Toffoli admite sociedade em resort, mas nega pagamentos de Vorcaro

Informações da Agência Brasil
© ASCOM/STF
PF entregou relatório sobre suspeição de ministro no caso MasterPF entregou relatório sobre suspeição de ministro no caso Master

O gabinete do ministro Dias Toffoli, do Supremo Tribunal Federal (STF), divulgou nova nota na manhã desta quinta-feira (12) em que explica a sociedade do magistrado em uma empresa que vendeu uma participação em um resort no Paraná a fundos ligados ao banco Master.

Toffoli é relator do inquérito que apura fraudes financeiras no Master, sobretudo numa tentativa de venda da instituição ao banco BRB, cujo maior acionista é o governo do Distrito Federal. A operação acabou barrada pelo Banco Central.

O ministro se manifestou após vir à tona relatório da Polícia Federal (PF) que alerta para menção a Toffoli em conversas extraídas do celular de Daniel Vorcaro, dono do Master e principal investigado no caso. O documento foi entregue ao presidente do Supremo, Edson Fachin, que notificou Toffoli a se manifestar.

Na nota desta quinta-feira (12), o gabinete afirma que o ministro é sócio da empresa familiar Maridt, ao lado de irmãos e outros parentes. O texto cita a Lei Orgânica da Magistratura, segundo a qual o magistrado pode integrar quadro societário e receber dividendos, sendo vedada apenas a prática de atos de gestão.

Venda da participação no resort

Segundo a nota, a participação da Maridt no resort Tayaya, em Ribeirão Claro (PR), foi vendida em duas etapas: parte ao fundo Arllen, em 27 de setembro de 2021, e parte à PHD Holding, em 21 de fevereiro de 2025. De acordo com o gabinete, tudo foi declarado à Receita Federal.

A nota informa ainda que o inquérito sobre o Master chegou ao gabinete em novembro do ano passado, quando a Maridt já não tinha mais participação no empreendimento. O texto afirma que Toffoli “jamais teve qualquer relação de amizade” com Daniel Vorcaro e que “jamais recebeu qualquer valor” dele ou de Fabiano Zettel.

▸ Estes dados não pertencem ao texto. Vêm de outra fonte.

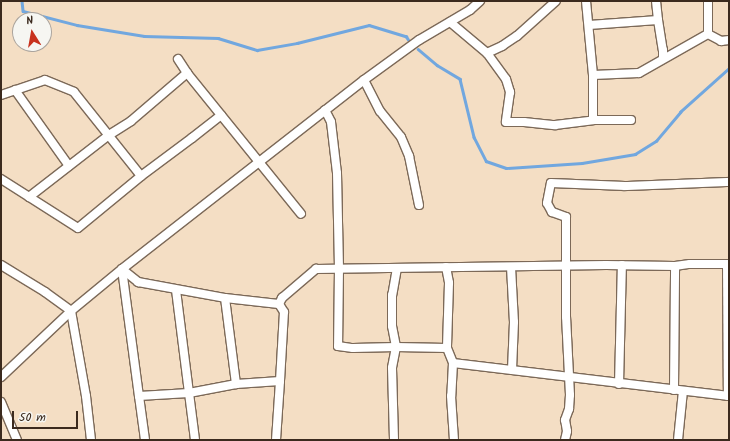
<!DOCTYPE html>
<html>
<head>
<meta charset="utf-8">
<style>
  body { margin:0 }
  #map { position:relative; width:730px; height:441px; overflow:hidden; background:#f4dec4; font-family:Kalam,sans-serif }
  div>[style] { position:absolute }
  .stream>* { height:2.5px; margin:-1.25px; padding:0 1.25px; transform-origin:1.25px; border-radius:1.25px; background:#71a7df }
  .roads { filter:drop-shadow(1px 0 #7c6958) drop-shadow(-1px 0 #7c6958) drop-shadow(0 1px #7c6958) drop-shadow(0 -1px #7c6958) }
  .street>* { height:8px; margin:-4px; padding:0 4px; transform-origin:4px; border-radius:4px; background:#fff }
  span { translate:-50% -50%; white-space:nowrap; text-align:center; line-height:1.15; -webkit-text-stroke:3.5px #f6f6f2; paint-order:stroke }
  .frame { position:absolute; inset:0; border:2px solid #3b2a1e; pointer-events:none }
  .north { position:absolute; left:12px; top:12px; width:40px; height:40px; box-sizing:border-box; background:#f6f6f2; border:1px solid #aba49d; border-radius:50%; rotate:349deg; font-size:11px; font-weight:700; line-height:16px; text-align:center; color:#3b2a1e }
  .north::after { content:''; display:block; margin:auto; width:14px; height:18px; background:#c8321e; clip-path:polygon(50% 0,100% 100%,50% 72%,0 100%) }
  .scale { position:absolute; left:12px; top:411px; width:66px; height:18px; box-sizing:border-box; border:2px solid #3b2a1e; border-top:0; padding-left:5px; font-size:12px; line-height:14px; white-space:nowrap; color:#3b2a1e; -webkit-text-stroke:3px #f6f6f2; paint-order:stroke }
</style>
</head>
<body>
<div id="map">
  <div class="stream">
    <div style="left:22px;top:1px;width:10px;rotate:84deg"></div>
    <div style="left:23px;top:11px;width:56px;rotate:14.5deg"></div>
    <div style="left:77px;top:25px;width:68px;rotate:9.3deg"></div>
    <div style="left:144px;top:36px;width:74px;rotate:1.5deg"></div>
    <div style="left:218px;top:38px;width:41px;rotate:17.1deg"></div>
    <div style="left:257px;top:50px;width:41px;rotate:-9.9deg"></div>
    <div style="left:297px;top:43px;width:74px;rotate:-14deg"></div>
    <div style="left:369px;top:25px;width:39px;rotate:17deg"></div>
    <div style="left:406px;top:36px;width:4px;rotate:56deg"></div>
    <div style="left:418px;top:49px;width:25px;rotate:40deg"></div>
    <div style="left:437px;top:65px;width:27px;rotate:31deg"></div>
    <div style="left:460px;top:79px;width:60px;rotate:76.4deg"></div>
    <div style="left:474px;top:137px;width:27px;rotate:63deg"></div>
    <div style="left:486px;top:161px;width:21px;rotate:19deg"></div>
    <div style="left:506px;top:168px;width:76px;rotate:-3.8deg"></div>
    <div style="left:582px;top:163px;width:54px;rotate:-9.6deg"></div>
    <div style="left:635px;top:154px;width:25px;rotate:-32deg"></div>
    <div style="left:656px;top:141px;width:38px;rotate:-50deg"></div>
    <div style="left:680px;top:112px;width:66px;rotate:-41.9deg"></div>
  </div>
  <div class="roads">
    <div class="street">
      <div style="left:480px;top:1px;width:13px;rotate:138deg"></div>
      <div style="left:470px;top:10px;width:59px;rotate:149.5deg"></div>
      <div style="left:419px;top:40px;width:68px;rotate:144deg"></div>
      <div style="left:364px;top:80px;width:307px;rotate:142deg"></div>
      <div style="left:122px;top:269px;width:21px;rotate:39deg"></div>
      <div style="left:138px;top:282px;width:88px;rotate:10.4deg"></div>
      <div style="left:225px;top:298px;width:54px;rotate:6.3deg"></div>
      <div style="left:279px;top:304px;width:7px;rotate:-63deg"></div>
      <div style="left:282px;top:298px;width:45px;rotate:-40.5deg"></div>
      <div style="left:316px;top:269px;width:290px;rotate:-0.8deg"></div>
      <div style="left:606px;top:265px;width:69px;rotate:0.8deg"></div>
      <div style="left:675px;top:266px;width:15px;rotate:-8deg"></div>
      <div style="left:690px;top:264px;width:39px"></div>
      <div style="left:586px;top:1px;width:74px;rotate:84.6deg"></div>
      <div style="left:593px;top:75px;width:46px;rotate:-2.5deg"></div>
      <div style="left:639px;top:73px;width:79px;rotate:-29.5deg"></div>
      <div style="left:656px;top:1px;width:19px;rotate:84deg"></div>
      <div style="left:708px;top:1px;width:33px;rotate:90deg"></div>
      <div style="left:708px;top:34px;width:15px;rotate:28deg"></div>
      <div style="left:721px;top:41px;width:8px;rotate:-7deg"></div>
      <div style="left:450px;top:22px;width:48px;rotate:40deg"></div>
      <div style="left:487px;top:53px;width:32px;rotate:54deg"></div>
      <div style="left:506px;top:79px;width:14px;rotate:73deg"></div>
      <div style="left:510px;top:92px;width:30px;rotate:98deg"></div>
      <div style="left:506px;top:122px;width:18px"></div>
      <div style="left:524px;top:122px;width:31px;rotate:6deg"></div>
      <div style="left:555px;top:125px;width:38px;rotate:-7deg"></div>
      <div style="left:589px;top:25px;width:69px;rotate:-4.1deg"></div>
      <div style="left:658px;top:20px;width:30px;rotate:81deg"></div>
      <div style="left:663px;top:50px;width:8px;rotate:90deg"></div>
      <div style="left:487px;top:53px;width:17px;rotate:-25deg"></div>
      <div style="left:502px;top:46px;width:18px;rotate:-34deg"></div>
      <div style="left:517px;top:36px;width:52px;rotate:-41.9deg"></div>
      <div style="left:178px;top:59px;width:17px;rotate:57deg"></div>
      <div style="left:187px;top:73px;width:181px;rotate:51deg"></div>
      <div style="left:593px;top:75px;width:45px;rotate:90deg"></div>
      <div style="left:593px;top:120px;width:38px"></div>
      <div style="left:364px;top:80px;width:35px;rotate:63deg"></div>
      <div style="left:380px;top:111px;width:33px;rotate:51deg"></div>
      <div style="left:401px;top:137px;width:21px;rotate:67deg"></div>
      <div style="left:409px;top:156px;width:50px;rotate:78.5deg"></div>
      <div style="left:15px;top:90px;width:93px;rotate:54.6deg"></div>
      <div style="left:1px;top:95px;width:46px;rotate:-18.8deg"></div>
      <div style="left:45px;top:80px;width:31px;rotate:22deg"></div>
      <div style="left:74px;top:92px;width:107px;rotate:51.4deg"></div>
      <div style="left:325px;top:110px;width:13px;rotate:63deg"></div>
      <div style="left:331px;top:122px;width:51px;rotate:83.3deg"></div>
      <div style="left:337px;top:173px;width:95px;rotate:88.8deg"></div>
      <div style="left:339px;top:268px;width:78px;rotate:90.7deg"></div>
      <div style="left:338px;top:346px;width:15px;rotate:8deg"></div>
      <div style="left:353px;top:348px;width:43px;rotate:-1.3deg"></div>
      <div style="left:396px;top:347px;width:21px;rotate:101deg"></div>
      <div style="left:392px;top:368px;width:72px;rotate:88.4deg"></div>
      <div style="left:1px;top:179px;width:91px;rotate:32.5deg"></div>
      <div style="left:78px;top:228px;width:82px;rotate:-39.5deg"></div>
      <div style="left:141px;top:176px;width:64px;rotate:-36.7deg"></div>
      <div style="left:192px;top:138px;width:37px;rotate:-38deg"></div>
      <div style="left:29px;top:197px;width:101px;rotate:-37.8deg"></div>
      <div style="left:109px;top:135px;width:26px;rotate:-32deg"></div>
      <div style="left:131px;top:121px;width:74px;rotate:-40.6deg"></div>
      <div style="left:727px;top:264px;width:132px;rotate:89.6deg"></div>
      <div style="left:1px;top:265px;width:52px;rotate:31.5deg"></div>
      <div style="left:45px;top:292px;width:32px;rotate:36deg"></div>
      <div style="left:71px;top:311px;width:86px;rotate:80deg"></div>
      <div style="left:86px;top:396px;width:44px;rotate:83.5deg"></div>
      <div style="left:446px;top:267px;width:16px;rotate:79deg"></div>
      <div style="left:449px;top:283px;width:65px;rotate:91.8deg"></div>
      <div style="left:511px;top:267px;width:55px;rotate:86.9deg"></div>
      <div style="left:514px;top:322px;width:48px;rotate:92.4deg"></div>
      <div style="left:397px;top:268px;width:27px;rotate:100deg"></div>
      <div style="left:392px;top:295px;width:31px;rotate:90deg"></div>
      <div style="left:392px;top:326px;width:21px;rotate:79deg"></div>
      <div style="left:396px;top:347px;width:51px;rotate:1.1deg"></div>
      <div style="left:447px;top:348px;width:16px;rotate:68deg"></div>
      <div style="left:453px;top:363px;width:278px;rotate:6.8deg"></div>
      <div style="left:122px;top:269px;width:128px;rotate:82.4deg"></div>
      <div style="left:139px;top:396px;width:50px;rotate:-3.4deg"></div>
      <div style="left:189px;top:393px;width:47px;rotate:82.7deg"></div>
      <div style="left:176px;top:290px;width:104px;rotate:82.8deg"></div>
      <div style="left:189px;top:393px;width:48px;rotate:-10.8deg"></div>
      <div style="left:236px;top:384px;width:44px;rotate:-3.9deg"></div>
      <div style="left:280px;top:381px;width:69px;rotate:-86.7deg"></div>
      <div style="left:284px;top:312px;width:9px;rotate:-122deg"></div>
      <div style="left:225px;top:298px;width:87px;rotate:82.7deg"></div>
      <div style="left:453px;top:363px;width:33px;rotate:93deg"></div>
      <div style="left:451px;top:396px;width:44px;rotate:86.1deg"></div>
      <div style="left:1px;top:377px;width:96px;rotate:-43.3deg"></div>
      <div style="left:71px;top:311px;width:66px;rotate:-39.5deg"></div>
      <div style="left:619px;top:384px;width:119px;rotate:-88.6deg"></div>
      <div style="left:674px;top:390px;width:124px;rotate:-89.5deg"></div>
      <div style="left:139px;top:396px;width:44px;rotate:82.2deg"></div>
      <div style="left:1px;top:402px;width:41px;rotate:67.2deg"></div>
      <div style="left:276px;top:440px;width:59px;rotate:-86.1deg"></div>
      <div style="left:565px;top:440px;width:9px;rotate:-77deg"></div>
      <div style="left:567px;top:431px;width:11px;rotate:-100deg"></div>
      <div style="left:565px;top:420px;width:12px;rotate:-70deg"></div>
      <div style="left:569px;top:409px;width:14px;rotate:-86deg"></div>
      <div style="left:570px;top:395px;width:78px;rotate:-92.9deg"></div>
      <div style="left:566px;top:317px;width:100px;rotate:-90deg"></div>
      <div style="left:566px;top:217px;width:15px;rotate:-160deg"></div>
      <div style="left:552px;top:212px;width:10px;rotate:-119deg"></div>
      <div style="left:547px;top:203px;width:20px;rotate:-79deg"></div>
      <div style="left:551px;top:183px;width:74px;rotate:2.3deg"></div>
      <div style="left:625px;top:186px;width:104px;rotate:-2.2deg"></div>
      <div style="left:678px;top:440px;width:49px;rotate:-84.2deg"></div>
    </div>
  </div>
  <div class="frame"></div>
  <div class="north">N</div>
  <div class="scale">50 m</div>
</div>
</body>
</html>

Relatório da PF e questionamentos

O relatório da PF que menciona possível suspeição de Toffoli foi entregue em 9 de fevereiro a Edson Fachin, que notificou o ministro.

Em nota anterior, divulgada na quarta-feira (11), o gabinete afirmou que o pedido de suspeição feito pela PF “trata de ilações” e que a corporação não tem legitimidade para pedir a suspeição de magistrados.

No relatório, cujo teor foi divulgado pela imprensa, a PF apresenta citações a Toffoli em conversas entre Vorcaro e seu cunhado, Fábio Zettel, relacionadas ao resort Tayaya.

Toffoli passou a ser alvo de questionamentos sobre a relatoria do caso após a divulgação de viagem em jatinho particular em que estava o advogado de um dos investigados, em dezembro.

Entre decisões que geraram questionamentos está a determinação para que provas da Operação Compliance Zero fossem enviadas diretamente ao Supremo antes de perícia da PF. O ministro depois recuou, mantendo, porém, a escolha dos peritos.

Em seguida, houve novos questionamentos com a revelação da venda da participação da família no Tayaya para fundos ligados a Vorcaro.